• **Given records**

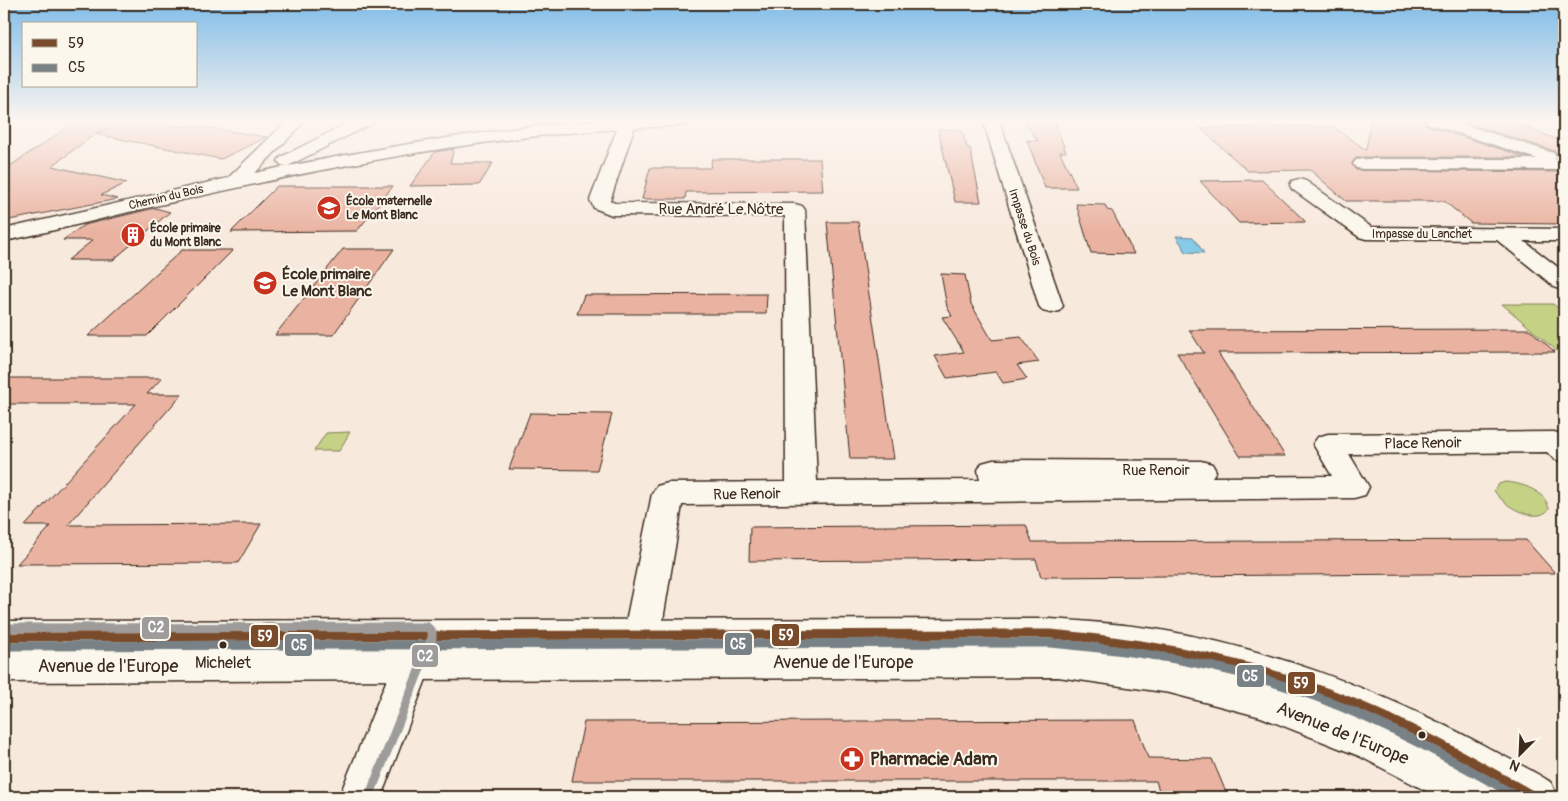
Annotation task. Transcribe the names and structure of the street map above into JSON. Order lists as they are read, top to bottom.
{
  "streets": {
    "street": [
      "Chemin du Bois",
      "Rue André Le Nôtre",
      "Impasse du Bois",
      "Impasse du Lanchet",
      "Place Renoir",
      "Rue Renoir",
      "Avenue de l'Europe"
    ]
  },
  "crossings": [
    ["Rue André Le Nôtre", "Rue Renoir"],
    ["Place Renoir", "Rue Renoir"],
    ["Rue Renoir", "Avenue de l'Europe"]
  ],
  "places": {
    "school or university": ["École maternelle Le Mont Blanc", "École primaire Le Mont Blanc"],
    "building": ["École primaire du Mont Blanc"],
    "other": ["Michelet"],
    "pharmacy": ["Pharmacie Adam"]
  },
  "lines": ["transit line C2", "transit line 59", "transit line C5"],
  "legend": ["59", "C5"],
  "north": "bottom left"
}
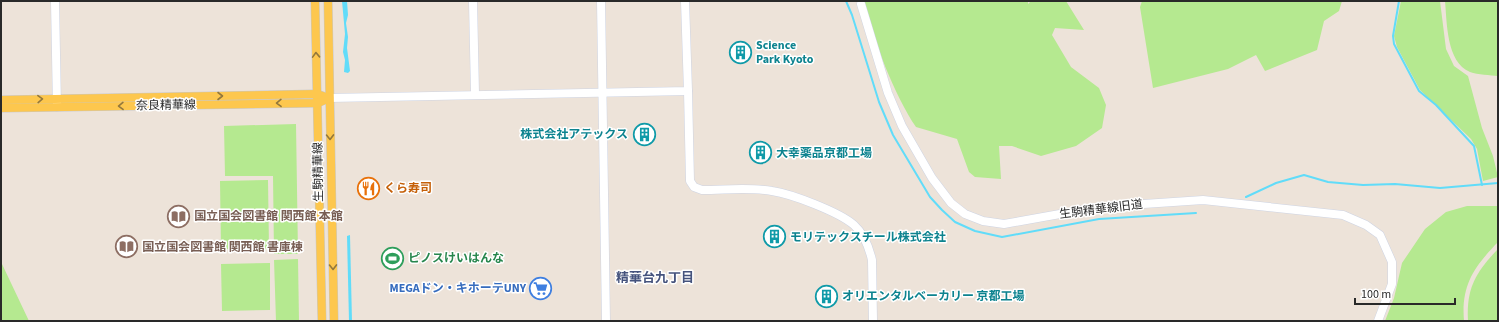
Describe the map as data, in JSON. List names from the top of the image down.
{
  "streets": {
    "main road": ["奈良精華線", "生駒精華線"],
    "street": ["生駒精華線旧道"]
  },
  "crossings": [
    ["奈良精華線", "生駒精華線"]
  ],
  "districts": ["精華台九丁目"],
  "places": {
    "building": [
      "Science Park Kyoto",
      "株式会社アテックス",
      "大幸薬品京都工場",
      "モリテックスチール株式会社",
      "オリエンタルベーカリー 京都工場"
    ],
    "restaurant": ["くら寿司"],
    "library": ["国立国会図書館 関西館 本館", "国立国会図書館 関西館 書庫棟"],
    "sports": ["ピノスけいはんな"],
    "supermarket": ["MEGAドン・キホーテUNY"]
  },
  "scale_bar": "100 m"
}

• **Requirement**
Without the pictures, restate all of the entries above verbatim.

• **Answer**
Annotation task. Transcribe the names and structure of the street map above into JSON. Order lists as they are read, top to bottom.
{
  "streets": {
    "street": [
      "Chemin du Bois",
      "Rue André Le Nôtre",
      "Impasse du Bois",
      "Impasse du Lanchet",
      "Place Renoir",
      "Rue Renoir",
      "Avenue de l'Europe"
    ]
  },
  "crossings": [
    ["Rue André Le Nôtre", "Rue Renoir"],
    ["Place Renoir", "Rue Renoir"],
    ["Rue Renoir", "Avenue de l'Europe"]
  ],
  "places": {
    "school or university": ["École maternelle Le Mont Blanc", "École primaire Le Mont Blanc"],
    "building": ["École primaire du Mont Blanc"],
    "other": ["Michelet"],
    "pharmacy": ["Pharmacie Adam"]
  },
  "lines": ["transit line C2", "transit line 59", "transit line C5"],
  "legend": ["59", "C5"],
  "north": "bottom left"
}
Describe the map as data, in JSON. List names from the top of the image down.
{
  "streets": {
    "main road": ["奈良精華線", "生駒精華線"],
    "street": ["生駒精華線旧道"]
  },
  "crossings": [
    ["奈良精華線", "生駒精華線"]
  ],
  "districts": ["精華台九丁目"],
  "places": {
    "building": [
      "Science Park Kyoto",
      "株式会社アテックス",
      "大幸薬品京都工場",
      "モリテックスチール株式会社",
      "オリエンタルベーカリー 京都工場"
    ],
    "restaurant": ["くら寿司"],
    "library": ["国立国会図書館 関西館 本館", "国立国会図書館 関西館 書庫棟"],
    "sports": ["ピノスけいはんな"],
    "supermarket": ["MEGAドン・キホーテUNY"]
  },
  "scale_bar": "100 m"
}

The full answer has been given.